Your task:
Starting at the first line of the data below, repeat each line word for word up to and including the line with "--surface:#171b24; --page:#20242c; --text:#f1f3f6;".

Data:

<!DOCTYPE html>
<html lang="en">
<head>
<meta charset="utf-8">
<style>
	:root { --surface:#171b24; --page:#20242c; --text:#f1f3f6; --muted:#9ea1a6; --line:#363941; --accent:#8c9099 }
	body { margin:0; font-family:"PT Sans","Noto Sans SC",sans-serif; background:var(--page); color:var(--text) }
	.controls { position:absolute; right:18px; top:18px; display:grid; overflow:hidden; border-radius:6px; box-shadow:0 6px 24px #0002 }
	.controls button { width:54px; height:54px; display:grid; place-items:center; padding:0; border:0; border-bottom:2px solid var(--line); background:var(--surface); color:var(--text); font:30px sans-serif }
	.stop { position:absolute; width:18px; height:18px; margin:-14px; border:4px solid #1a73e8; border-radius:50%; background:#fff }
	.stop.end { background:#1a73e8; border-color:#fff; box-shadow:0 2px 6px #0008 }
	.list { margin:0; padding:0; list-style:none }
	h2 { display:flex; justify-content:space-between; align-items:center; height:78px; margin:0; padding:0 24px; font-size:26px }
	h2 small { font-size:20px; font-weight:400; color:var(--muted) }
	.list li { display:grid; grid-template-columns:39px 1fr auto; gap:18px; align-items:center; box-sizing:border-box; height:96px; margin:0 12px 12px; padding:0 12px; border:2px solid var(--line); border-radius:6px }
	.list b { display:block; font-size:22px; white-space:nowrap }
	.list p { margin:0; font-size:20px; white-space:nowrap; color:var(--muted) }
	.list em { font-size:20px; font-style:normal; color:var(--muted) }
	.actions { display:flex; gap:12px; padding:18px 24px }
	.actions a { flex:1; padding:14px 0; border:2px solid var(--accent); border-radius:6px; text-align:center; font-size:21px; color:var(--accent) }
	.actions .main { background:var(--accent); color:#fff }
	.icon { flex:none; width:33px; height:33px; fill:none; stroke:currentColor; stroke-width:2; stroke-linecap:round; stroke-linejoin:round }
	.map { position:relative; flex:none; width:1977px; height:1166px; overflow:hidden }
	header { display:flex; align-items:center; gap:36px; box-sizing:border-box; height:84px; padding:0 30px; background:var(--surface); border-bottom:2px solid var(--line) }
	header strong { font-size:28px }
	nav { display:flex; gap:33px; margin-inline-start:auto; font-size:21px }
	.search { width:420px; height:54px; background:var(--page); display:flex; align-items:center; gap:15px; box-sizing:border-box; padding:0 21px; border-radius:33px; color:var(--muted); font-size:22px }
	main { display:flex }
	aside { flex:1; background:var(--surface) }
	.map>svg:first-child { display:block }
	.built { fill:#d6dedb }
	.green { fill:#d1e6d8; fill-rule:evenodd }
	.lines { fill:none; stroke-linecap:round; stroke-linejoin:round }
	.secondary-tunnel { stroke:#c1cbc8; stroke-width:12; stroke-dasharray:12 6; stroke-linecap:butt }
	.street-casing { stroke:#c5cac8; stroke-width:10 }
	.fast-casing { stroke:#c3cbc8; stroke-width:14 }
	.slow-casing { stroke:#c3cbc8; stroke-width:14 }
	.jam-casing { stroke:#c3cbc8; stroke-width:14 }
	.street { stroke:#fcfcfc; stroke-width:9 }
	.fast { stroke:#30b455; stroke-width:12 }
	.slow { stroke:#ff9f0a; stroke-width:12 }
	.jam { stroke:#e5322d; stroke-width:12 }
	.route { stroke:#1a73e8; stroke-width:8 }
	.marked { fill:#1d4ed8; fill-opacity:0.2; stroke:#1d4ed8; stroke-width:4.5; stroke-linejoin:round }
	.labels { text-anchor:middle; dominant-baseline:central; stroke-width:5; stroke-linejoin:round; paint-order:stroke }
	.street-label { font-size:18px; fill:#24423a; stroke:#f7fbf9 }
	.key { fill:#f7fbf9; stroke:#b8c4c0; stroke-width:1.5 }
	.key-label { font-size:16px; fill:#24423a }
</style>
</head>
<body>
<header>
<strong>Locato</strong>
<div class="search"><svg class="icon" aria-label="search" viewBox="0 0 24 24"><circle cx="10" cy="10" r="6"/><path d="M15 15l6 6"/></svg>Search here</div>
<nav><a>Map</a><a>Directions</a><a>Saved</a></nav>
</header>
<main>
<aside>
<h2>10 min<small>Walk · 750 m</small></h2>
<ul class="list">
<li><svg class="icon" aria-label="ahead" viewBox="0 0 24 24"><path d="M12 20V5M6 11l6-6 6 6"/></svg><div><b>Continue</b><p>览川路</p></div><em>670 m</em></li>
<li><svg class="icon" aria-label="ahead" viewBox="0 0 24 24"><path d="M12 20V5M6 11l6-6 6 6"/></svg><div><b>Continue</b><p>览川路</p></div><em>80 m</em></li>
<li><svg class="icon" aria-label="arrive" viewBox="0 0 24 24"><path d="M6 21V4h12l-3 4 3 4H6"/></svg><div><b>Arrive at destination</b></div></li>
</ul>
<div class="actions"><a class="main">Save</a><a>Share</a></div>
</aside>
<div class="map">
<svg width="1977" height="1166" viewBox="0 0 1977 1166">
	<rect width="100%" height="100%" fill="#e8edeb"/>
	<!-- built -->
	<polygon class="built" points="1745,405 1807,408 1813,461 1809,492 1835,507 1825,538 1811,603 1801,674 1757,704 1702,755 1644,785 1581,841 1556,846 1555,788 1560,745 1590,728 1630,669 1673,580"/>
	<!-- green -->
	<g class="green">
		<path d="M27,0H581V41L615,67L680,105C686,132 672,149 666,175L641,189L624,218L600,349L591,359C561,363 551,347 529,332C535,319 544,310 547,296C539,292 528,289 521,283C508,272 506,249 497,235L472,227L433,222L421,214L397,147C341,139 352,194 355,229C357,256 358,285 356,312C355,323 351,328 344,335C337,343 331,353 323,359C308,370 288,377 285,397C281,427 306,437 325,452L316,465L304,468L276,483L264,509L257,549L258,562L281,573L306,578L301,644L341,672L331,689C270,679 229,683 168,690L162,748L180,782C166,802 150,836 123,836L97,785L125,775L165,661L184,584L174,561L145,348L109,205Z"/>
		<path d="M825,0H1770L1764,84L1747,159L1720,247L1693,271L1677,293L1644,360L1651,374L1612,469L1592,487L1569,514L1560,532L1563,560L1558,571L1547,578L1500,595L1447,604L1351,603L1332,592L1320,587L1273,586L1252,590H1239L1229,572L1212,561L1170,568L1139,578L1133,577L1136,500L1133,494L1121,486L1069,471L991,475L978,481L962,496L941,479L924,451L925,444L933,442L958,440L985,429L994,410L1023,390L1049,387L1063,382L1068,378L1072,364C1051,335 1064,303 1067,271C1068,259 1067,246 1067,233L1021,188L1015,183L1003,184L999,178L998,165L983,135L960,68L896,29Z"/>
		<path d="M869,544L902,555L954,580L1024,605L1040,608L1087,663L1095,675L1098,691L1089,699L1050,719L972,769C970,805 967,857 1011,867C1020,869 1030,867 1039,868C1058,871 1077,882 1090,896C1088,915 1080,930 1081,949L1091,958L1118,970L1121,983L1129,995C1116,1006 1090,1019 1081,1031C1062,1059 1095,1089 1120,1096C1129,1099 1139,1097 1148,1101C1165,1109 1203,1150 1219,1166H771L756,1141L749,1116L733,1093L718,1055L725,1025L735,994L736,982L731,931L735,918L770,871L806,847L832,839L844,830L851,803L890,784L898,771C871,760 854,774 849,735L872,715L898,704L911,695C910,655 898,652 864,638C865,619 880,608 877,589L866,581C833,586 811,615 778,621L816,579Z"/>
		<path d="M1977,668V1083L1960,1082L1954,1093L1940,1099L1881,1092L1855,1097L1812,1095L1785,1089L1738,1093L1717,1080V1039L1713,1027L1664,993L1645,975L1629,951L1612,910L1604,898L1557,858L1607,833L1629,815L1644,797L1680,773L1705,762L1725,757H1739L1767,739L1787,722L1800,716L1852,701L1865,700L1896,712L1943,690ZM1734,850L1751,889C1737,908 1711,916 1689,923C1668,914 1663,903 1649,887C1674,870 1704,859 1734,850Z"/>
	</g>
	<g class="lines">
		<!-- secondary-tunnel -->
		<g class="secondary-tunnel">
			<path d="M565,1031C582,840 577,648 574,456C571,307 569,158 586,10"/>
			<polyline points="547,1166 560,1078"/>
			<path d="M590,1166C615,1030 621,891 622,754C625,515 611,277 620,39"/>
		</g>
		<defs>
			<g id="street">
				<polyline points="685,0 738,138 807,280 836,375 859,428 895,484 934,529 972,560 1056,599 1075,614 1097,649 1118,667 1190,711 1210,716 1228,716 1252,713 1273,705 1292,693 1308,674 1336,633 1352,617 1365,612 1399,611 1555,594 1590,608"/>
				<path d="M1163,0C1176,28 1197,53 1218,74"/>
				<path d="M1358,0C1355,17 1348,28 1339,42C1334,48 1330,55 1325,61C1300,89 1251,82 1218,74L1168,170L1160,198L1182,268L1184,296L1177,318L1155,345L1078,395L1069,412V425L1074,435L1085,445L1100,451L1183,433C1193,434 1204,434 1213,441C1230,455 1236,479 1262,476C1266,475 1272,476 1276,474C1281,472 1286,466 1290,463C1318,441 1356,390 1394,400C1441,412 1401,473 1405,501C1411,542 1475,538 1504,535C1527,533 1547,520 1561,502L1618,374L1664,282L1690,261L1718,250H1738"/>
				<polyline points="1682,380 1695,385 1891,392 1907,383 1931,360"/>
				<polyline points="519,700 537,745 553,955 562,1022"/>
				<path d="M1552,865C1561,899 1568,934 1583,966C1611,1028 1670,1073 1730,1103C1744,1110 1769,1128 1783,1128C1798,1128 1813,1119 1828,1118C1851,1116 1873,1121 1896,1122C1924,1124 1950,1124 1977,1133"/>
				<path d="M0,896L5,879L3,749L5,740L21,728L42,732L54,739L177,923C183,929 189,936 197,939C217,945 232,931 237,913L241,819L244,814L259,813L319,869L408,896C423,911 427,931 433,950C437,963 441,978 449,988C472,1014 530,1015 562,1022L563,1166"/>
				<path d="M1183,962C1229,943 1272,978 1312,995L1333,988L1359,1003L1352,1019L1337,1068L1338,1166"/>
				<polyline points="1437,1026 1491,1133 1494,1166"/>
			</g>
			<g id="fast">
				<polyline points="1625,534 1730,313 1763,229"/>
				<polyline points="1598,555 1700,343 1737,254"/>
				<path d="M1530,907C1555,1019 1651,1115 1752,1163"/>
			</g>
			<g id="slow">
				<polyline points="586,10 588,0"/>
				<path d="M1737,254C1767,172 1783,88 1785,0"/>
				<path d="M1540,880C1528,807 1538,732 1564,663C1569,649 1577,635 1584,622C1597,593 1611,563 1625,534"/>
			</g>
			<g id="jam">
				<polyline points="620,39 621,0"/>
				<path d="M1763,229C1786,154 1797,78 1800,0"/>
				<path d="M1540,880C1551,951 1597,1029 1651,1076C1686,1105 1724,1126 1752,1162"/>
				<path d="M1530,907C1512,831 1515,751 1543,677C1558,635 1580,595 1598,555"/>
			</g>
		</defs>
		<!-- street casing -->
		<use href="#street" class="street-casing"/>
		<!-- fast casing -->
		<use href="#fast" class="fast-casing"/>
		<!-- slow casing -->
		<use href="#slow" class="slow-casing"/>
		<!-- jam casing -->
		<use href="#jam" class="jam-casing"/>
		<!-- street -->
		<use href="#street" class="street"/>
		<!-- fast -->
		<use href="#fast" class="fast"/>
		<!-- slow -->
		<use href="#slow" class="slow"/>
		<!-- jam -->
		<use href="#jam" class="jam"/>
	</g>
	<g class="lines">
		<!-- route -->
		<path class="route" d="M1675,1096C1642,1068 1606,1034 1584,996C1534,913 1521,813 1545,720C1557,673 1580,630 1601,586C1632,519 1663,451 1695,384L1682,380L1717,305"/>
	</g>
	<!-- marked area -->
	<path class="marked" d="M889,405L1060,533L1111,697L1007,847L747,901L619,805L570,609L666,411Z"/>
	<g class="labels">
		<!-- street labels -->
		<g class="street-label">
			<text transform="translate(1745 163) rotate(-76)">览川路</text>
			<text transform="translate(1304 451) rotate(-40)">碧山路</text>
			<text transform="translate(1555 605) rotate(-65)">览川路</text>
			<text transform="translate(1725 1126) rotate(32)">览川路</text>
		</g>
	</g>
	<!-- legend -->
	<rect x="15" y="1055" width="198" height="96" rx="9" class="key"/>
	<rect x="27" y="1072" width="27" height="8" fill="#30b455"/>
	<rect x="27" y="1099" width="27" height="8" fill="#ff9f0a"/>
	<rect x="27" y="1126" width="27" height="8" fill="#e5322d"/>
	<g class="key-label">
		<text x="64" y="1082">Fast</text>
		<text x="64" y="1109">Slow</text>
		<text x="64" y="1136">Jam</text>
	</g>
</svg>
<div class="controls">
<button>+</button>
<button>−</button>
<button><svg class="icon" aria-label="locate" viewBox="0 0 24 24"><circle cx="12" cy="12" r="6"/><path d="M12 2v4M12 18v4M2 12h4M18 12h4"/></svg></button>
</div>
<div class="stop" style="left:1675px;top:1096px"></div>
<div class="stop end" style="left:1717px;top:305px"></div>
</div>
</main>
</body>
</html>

The completed task:
<!DOCTYPE html>
<html lang="en">
<head>
<meta charset="utf-8">
<style>
	:root { --surface:#171b24; --page:#20242c; --text:#f1f3f6; --muted:#9ea1a6; --line:#363941; --accent:#8c9099 }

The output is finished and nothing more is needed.